Therapeutic intervention: exploratory laparotomy was performed with simple total abdominal hysterectomy and bilateral salpingo-oophorectomy. Intraoperatively, 200 ml of serous ascitic fluid was noted. The uterus was enlarged around 30 weeks size. The left ovary was normal. The left fallopian tube was stretched over the mass. A multiloculated 30x20x20cm mass was infiltrating and stretching the uterus. Mass was wrapped by a sigmoid colon and its mesentery, omentum and pelvic peritoneum. En bloc removal of the uterus with ovarian mass, gastric arcade sparing omentectomy, bilateral pelvic lymphadenectomy and para-aortic lymph node sampling were done (Figure 3). Hematoxylin and eosin (H&E) staining showed microscopically atypical spindle cells and revealed interlacing fascicles without necrosis consistent with uterine leiomyosarcoma of FIGO stage 2B (Figure 4). Immunohistochemistry showed diffused reactivities of tumour cells and positivity for Estrogen Receptor (ER), Progesterone receptor (PR), Caldesmon, Desmin and SMA receptors. There is patchy reactivity in tumour cells for CD10, Cyclin D1 and negative staining for CD117(C-Kit), Chromogranin A, HMB45 and Inhibin (Figure 4, Figure 5). Histopathology confirmed the excised mass was spindle cell neoplasm which was most consistent with uterine leiomyosarcoma. Postoperatively, the patient underwent all routine investigations and was given six cycles of chemotherapy in the form of: injection doxorubicin 20 mg/m²/day IV on days 1-3 plus; injection ifosfamide 1,500 mg/m²/day IV over 3 hours on days 1-4 plus and injection mesna 225 mg/m² IV over 1 hour before injection ifosfamide and at 4 and 8 hours after injection ifosfamide and each cycle was repeated every 21 days.

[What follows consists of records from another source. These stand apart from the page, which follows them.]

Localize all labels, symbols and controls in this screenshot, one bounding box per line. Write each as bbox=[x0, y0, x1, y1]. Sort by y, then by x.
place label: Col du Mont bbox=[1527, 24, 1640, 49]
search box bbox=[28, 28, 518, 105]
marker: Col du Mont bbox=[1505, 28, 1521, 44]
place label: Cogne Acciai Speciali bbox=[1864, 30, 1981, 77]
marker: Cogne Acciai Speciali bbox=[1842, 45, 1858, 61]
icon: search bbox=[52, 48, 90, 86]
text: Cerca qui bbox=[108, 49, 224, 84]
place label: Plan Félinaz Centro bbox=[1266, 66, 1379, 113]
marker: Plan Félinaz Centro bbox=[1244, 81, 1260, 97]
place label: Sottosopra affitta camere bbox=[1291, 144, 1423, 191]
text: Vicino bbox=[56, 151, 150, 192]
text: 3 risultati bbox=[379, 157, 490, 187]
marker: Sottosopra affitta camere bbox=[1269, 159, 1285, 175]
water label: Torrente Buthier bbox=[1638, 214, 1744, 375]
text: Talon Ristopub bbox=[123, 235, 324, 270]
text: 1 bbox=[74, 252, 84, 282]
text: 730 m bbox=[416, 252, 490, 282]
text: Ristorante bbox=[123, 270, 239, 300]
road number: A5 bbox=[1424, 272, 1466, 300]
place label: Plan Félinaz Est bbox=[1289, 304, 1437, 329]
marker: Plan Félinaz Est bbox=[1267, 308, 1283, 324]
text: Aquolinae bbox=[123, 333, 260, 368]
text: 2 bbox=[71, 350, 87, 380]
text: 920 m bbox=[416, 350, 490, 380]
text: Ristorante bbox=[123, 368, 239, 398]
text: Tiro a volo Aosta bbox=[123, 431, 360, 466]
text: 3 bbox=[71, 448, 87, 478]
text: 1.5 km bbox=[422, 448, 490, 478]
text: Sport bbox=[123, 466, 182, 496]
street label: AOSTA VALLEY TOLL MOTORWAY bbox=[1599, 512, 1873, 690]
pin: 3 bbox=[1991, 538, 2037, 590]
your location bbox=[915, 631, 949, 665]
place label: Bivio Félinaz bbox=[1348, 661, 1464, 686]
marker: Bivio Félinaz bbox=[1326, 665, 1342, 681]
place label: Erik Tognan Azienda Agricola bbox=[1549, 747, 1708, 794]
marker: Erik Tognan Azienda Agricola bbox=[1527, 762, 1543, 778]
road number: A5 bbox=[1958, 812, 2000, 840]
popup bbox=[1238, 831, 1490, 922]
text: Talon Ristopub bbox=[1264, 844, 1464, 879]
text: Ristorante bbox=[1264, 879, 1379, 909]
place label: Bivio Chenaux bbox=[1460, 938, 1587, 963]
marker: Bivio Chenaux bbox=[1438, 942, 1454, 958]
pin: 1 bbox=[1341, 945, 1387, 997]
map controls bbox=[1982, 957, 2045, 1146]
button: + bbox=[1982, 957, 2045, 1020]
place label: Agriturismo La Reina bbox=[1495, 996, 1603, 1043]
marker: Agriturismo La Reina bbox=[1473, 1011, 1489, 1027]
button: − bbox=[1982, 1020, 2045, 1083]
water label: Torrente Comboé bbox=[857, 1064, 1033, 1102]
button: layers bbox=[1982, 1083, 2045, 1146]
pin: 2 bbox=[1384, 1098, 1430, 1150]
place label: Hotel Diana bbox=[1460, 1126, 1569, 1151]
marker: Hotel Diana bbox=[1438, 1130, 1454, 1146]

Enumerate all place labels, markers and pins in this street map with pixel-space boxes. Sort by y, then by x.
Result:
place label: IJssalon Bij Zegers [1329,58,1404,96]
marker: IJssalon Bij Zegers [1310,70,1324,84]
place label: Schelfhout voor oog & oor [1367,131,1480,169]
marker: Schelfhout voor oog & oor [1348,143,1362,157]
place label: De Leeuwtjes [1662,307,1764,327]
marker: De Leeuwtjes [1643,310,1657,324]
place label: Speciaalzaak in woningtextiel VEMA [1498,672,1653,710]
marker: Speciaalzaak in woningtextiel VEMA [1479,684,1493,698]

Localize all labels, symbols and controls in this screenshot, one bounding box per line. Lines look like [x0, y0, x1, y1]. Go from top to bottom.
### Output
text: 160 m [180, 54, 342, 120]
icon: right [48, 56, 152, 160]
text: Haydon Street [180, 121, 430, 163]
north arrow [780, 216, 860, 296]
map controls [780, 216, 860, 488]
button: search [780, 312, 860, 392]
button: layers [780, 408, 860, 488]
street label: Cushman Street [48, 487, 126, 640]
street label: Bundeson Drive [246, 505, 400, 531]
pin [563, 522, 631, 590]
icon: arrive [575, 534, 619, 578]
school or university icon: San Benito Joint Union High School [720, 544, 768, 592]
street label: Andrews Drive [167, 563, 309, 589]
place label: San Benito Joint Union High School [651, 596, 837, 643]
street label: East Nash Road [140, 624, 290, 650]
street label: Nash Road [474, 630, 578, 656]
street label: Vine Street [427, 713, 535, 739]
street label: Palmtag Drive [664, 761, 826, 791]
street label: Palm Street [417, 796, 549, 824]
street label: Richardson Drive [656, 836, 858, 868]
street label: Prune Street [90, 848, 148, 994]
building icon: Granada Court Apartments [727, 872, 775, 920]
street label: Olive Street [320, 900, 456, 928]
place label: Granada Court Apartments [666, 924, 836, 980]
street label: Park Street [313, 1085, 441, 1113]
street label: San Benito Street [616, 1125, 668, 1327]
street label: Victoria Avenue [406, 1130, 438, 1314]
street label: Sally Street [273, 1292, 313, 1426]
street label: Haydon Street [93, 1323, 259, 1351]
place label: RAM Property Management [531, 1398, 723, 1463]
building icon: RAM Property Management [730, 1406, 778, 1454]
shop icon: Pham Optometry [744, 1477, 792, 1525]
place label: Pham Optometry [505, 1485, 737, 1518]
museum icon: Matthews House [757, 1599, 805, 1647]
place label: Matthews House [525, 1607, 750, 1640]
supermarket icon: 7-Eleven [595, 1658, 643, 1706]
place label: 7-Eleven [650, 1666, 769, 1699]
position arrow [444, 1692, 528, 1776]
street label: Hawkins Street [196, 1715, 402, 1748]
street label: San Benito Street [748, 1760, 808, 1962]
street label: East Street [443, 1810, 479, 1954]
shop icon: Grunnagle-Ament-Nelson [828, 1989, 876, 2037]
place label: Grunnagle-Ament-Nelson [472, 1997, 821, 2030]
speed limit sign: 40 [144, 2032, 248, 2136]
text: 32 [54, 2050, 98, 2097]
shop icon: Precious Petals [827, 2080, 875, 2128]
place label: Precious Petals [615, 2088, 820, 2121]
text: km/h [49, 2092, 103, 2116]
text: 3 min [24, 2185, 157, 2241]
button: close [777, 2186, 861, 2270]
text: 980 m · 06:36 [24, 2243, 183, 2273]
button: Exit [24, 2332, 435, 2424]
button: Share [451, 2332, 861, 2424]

Follow-up: the echocardiography and positron emission tomography (PET) Scan was done after the completion of her sixth chemotherapy cycle which was found to be within normal limits. Post-chemotherapy, the woman was on regular follow-up for 25 months, there was no evidence of recurrence, but thereafter woman was lost to follow-up. Intervention adherence was satisfactory and no unanticipated events were reported.

Patient perspective: I was very anxious about the growing swelling in my abdomen. I feel relief after discharge. Very grateful for the timely treatment that I received.

Informed consent: written informed consent was obtained from the patient for publication of this case report and any accompanying images.

 

 

Discussion Up    Down

Uterine leiomyosarcoma is a rare form of aggressive uterine malignancy and considered to originate from embryonic mesenchymal cells [5]. Most common presentation of leiomyosarcoma are post-menopausal bleeding per vagina, rapidly growing suprapubic mass and pain abdomen [6,7] or pressure symptoms, but in our patient, the only presentation was rapidly growing suprapubic mass extending up to upper abdomen.

Serum CA 125 and lactate dehydrogenase (LDH) are used as a tumour marker for early diagnosis of leiomyosarcoma but both of the markers have poor sensitivity and specificities [5]. uterine leiomyoma, sometimes co-exist with leiomyosarcoma. Different types of degeneration occur in uterine leiomyoma e.g. hyaline degeneration, cystic degeneration and also sarcomatous degeneration. It is considered that 1 in 800 fibroids in the uterus, is a Leiomyosarcoma [8]. It is seen that, the incidence of unexpected detection of uterine sarcoma in 1 in 352 laparoscopic hysterectomy specimens and 0.5% of hysterectomy specimens which was assumed to be uterine fibroid [7]. Pre-operative ultrasonography or CT scan has poor sensitivity to distinguish sarcoma from Uterine leiomyoma. It is very difficult to diagnose in a frozen section also. Only an MRI guided biopsy has the capacity of pre-operative diagnosis of Leiomyosarcoma with good sensitivity [4]. MRI appearance of leiomyosarcoma is variable, it appears as infiltrating large myometrial heterogenous mass with low signal intensity on T1-weighted images, with irregular and ill-defined margins.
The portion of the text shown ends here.